Hi Olly,
Many thanks for your reply and your patch. Please apologize my late reply, I was on vacation for during the last two weeks. Your patch works for me. It is indeed much simpler than mine.
Another observation: the function topological_sort() might be to aggressive. Given I have three migrations in this order by ID:
"m1.sql", "m2.sql", "m3.sql" and "m3" depends on "m1"
Currently topological_sort() yields "m1", "m3", "m2". But the initial order "m1", "m2", "m3" already satisfies the dependency condition.
Of the various possible topological sorts we usually want the one, which is most similar to the original sequence of migrations. To define "most similar" one can use the Damerau-Levenshtein-distance or the Levenshtein-distance. See Oleksiy Gapotchenkos blog http://blog.gapotchenko.com/stable-topological-sort for an algorithm. If you are interested, I just coded a patch.
Kind regards
Anselm
--
Anselm Kruis
Senior Solution Architect
MSE OPS HPCS S PS
T +49-89-35 63 86-874
M +49-16 05 82 82 00
anselm.kruis@atos.net
science + computing ag
Ingolstädter Str. 22
80807 München, Germany
atos.net/de/deutschland/sc
science + computing AG; Vorstand: Dr. Martin Matzke (Vorsitzender), Sabine Hohenstein, matthias Schempp; Vorsitzender des Aufsichtsrats: Philippe Robert Jonas Miltin; Sitz der Gesellschaft: Tübingen; Registergericht: Amtsgericht Stuttgart, HRB 382196.
Hi Anslem,
>Your patch works for me. It is indeed much simpler than mine.
>
Since writing that patch I rediscovered this:
https://todo.sr.ht/~olly/yoyo/4
Because my patch breaks that earlier fix, I'd now prefer not to apply
it.
>Another observation: the function topological_sort() might be to
>aggressive.
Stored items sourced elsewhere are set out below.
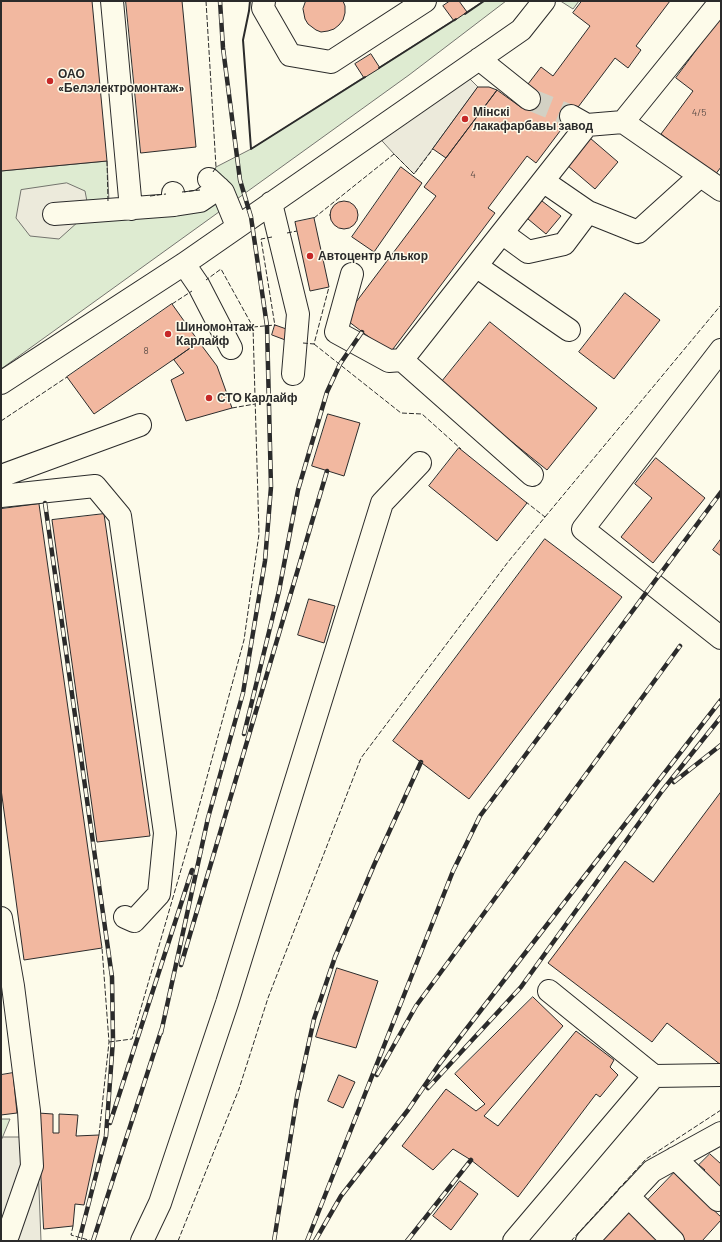 <!DOCTYPE html>
<html>
<head>
<meta charset="utf-8">
<style>
	body { margin:0 }
	#map { position:relative; width:722px; height:1242px; overflow:hidden; background:#fdfbea; font-family:Barlow,sans-serif }
	canvas { display:block }
	.frame { position:absolute; inset:0; border:2px solid #2b2b2b; pointer-events:none }
</style>
</head>
<body>
<div id="map">
<canvas width="722" height="1242"></canvas>
<div class="frame"></div>
</div>
<script>
const context = document.querySelector('canvas').getContext('2d');
context.lineJoin = 'round';
function fillPath(path, color) { context.fillStyle = color; context.fill(path, 'evenodd'); }
function strokePath(path, color, width, dash) { context.strokeStyle = color; context.lineWidth = width; context.lineCap = dash ? 'butt' : 'round'; context.setLineDash(dash || []); context.stroke(path); }
function label(font, color, halo, rows, align = 'center') {
  context.font = font + ' Barlow,sans-serif'; context.lineWidth = 3; context.setLineDash([]); context.textBaseline = 'middle'; context.strokeStyle = halo; context.fillStyle = color; for (const [text, x, y, turn = 0] of rows) {
    context.save(); context.translate(x, y); context.rotate((+turn || 0) * Math.PI / 180); context.textAlign = isNaN(turn) ? turn : align; if (halo) context.strokeText(text, 0, 0); context.fillText(text, 0, 0); context.restore();
  }
}
const green = new Path2D(`
	M484,1h22l-97,74 -408,294v-198l106,-10 2,40 94,-11 13,-23 35,-18z
	M563,1h16l-6,8 -11,-7z
	M1,1119h9l-9,22z`);
fillPath(green, '#deebd1');
strokePath(green, '#74746e', 1);
const parking = new Path2D(`
	M462,71l16,16 -64,87 -20,-20 -20,-22z
	M67,183l18,8 4,21 -30,27 -29,-3 -14,-18 5,-28z
	M3,1137h34l4,104h-40v-100z`);
fillPath(parking, '#eceadb');
strokePath(parking, '#74746e', 1);
const building = new Path2D(`
	M1,1h91l15,160 -106,10z
	M126,1h56l14,146 -55,6z
	M306,1h37l2,5v7l-2,7 -4,5 -5,4 -6,2 -7,1 -5,-2 -8,-6 -3,-5 -2,-10z
	M450,1h9l8,11 -13,9 -11,-15z
	M582,1h88l-34,45 5,4 -13,18 -13,-10 -79,105 -9,-7 -39,52 7,5 -105,140 -46,-35 92,-122 -12,-9 73,-97 25,18 11,-14 -8,-6 16,-21 12,9 37,-50 -17,-13z
	M721,17v150l-6,8 -54,-41 32,-43 -17,-13z
	M371,54l9,14 -16,10 -9,-14z
	M478,87h11l8,3 -51,68 -13,-9z
	M590,138l28,24 -23,27 -28,-24z
	M401,167l21,16 -48,69 -22,-15z
	M542,201l19,15 -15,18 -18,-15z
	M330 215a14 14 0 1 1 28 0a14 14 0 1 1-28 0Z
	M314,218l15,69 -19,4 -15,-69z
	M625,293l35,27 -46,59 -35,-27z
	M172,304l27,38 -105,72 -27,-37z
	M490,322l107,86 -50,62 -107,-86z
	M275,325l17,6 -4,10 -16,-6z
	M199,342l18,24 15,42 -46,13 -15,-41 13,-7 -10,-13z
	M328,414l32,9 -16,53 -32,-10z
	M459,448l68,55 -30,38 -68,-55z
	M656,458l49,40 -52,65 -32,-26 31,-39 -17,-14z
	M39,504l63,444 -78,12 -23,-171v-280z
	M104,514l46,322 -53,6 -45,-322z
	M545,539l77,58 -153,202 -76,-58z
	M721,539v17l-8,-6z
	M309,599l26,7 -11,37 -26,-8z
	M721,792v273l-54,-42 -15,19 -104,-79 77,-102 28,21z
	M337,968l41,13 -22,67 -40,-11z
	M533,997l30,29 -79,90 14,10 78,-95 38,29 -4,7 8,8 -18,22 -4,-3 -78,103 -47,-37 -18,-11 -20,21 -31,-24 44,-57 30,22 9,-7 -30,-30z
	M13,1073l4,40 -16,2v-40z
	M339,1075l16,7 -12,26 -15,-7z
	M38,1113l15,1v19h6v-19l19,1 -2,21 23,-1 -15,70 -9,-1 -2,22 -29,3z
	M710,1154l11,10v27l-19,-18 3,-3 -6,-5z
	M674,1173l47,44v3l-19,21h-16l-41,-38z
	M460,1181l18,13 -27,36 -18,-14z
	M630,1210l32,31h-58l-1,-2z`);
fillPath(building, '#f2b8a0');
strokePath(building, '#2b2b2b', 1);
strokePath(new Path2D(`
	M529,99l42,17`), '#d3d1c4', 22, [22, 11]);
const minor = new Path2D(`
	M112,1l19,208
	M264,1l-1,7 27,47 41,7 94,-61
	M479,59l50,40
	M571,116l16,9 36,-3 98,-121
	M623,122l98,68
	M209,179l14,13 14,34
	M173,193l1,12 26,-4 19,-13
	M271,203l27,111 -5,60
	M588,212l50,20 62,-56
	M54,214l120,-9
	M502,233l26,19 36,-8 24,-32 -45,-31
	M184,264l15,22 32,62
	M476,266l93,64
	M352,274l-16,58 53,29 13,-1
	M721,350l-138,179 138,109
	M1,383l183,-119 337,-234 23,-29
	M532,475l-130,-115 185,-235
	M1,476l139,-51
	M1,496l94,-10 25,30 45,317 -6,61 -25,27 -9,-4
	M1,918l12,68 16,125 3,55 -24,69
	M549,991l105,85
	M675,1158l43,42
	M628,1196l45,45
	M142,1241l18,-38 67,-200 155,-500 38,-40
	M514,1241l140,-165 67,-1
	M587,1241l65,-70 69,-38`);
strokePath(minor, '#2b2b2b', 24);
strokePath(minor, '#fdfbea', 22);
const rail = new Path2D(`
	M45,503l67,474 1,63 -7,96 -27,105
	M244,734l35,-143 19,-101 29,-98 13,-28 22,-32
	M674,782l47,-37
	M181,965l146,-494
	M161,1033l47,-215 35,-125 22,-132 6,-74 -4,-161 -16,-109 -11,-37 -17,-132 -3,-47
	M377,1075l39,-69 264,-360
	M428,1088l93,-101 141,-196 59,-74
	M110,1123l82,-253
	M93,1241l69,-213
	M274,1241l23,-144 17,-78 21,-62 39,-92 47,-103
	M307,1241l146,-370 27,-55 241,-324
	M315,1241l26,-45 67,-86 32,-47 281,-363
	M407,1241l64,-81`);
strokePath(rail, '#2b2b2b', 4.5);
strokePath(rail, '#fdfbea', 3, [9]);
strokePath(new Path2D(`
	M206,1l10,166 -3,5
	M107,161l1,40h2
	M182,192l18,-2
	M150,196l16,-2
	M314,218l80,-64 20,20 19,-25
	M287,233l10,-2
	M272,237l-11,2 14,87
	M172,304l20,-13
	M253,327l22,-2
	M303,343l11,1 15,-57
	M314,344l87,69 21,1 39,35
	M232,408l23,-4
	M1,421l66,-44
	M545,517l176,-212
	M109,1042l23,-3 64,-221 48,-178 15,-106 -6,-207 -32,-58 -15,11
	M99,1135l10,-93 -7,-94
	M73,1226l-2,9 21,6
	M178,1241l61,-152 29,-91 93,-240 147,-196 37,-45 -19,-15
	M571,1241l75,-82 75,-49`), '#2b2b2b', 1, [5, 2]);
strokePath(new Path2D(`
	M250,1l-1,10 -6,29 8,109 114,-72
	M465,14l19,-13
	M379,68l77,-49`), '#2b2b2b', 2);
for (const [x, y, r, color] of [
	[50,81,4,"#c62828"],
	[465,119,4,"#c62828"],
	[310,256,4,"#c62828"],
	[168,334,4,"#c62828"],
	[209,398,4,"#c62828"]
]) { const dot = new Path2D(); dot.arc(x, y, r, 0, 2 * Math.PI); context.fillStyle = color; context.fill(dot); strokePath(dot, '#fdfbea', 1.5); }
label('10px', '#5d4e48', null, [
	["4/5",699,113],
	["4",473,175],
	["8",146,351]
]);
label('bold 12px', '#2b2b2b', '#fdfbea', [
	["ОАО",58,74],
	["«Белэлектромонтаж»",58,88],
	["Мінскі",473,112],
	["лакафарбавы завод",473,126],
	["Автоцентр Алькор",318,256],
	["Шиномонтаж",176,327],
	["Карлайф",176,341],
	["СТО Карлайф",217,398]
], 'left');
</script>
</body>
</html>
Given I have three migrations in this order by ID:
>"m1.sql", "m2.sql", "m3.sql" and "m3" depends on "m1"
>Currently topological_sort() yields "m1", "m3", "m2". But the initial
>order "m1", "m2", "m3" already satisfies the dependency condition.
>
>Of the various possible topological sorts we usually want the one,
>which is most similar to the original sequence of migrations. To define
>"most similar" one can use the Damerau-Levenshtein-distance or the
>Levenshtein-distance. See Oleksiy Gapotchenkos blog
>http://blog.gapotchenko.com/stable-topological-sort for an algorithm.
>If you are interested, I just coded a patch.
>
Thanks for the patch! I have applied it and taken some time to play
around with it (see the 'gapotchenko' bookmark).
I am hesitant to merge it though. I am worried about the algorithm's
performance, which looks to be roughly quadratic. For small numbers of
migrations (<100) the difference is not noticeable, but beyond a couple
of hundred it starts to slow down a lot. I have never used yoyo with
such numbers of migrations, but it doesn't seem unreasonable that it
should be able to cope with this.
I have tried designing a new algorithm which you can see under the
'new-toposort-algo' bookmark. The general idea is to number the nodes
according to their original input order, then at each iteration output
the lowest numbered node that has all its dependencies satisfied. This
seems to give better orderings than the current algorithm and has good
performance. If you have the time to test it I'd be interested to know
how well it works for your requirements.
Olly.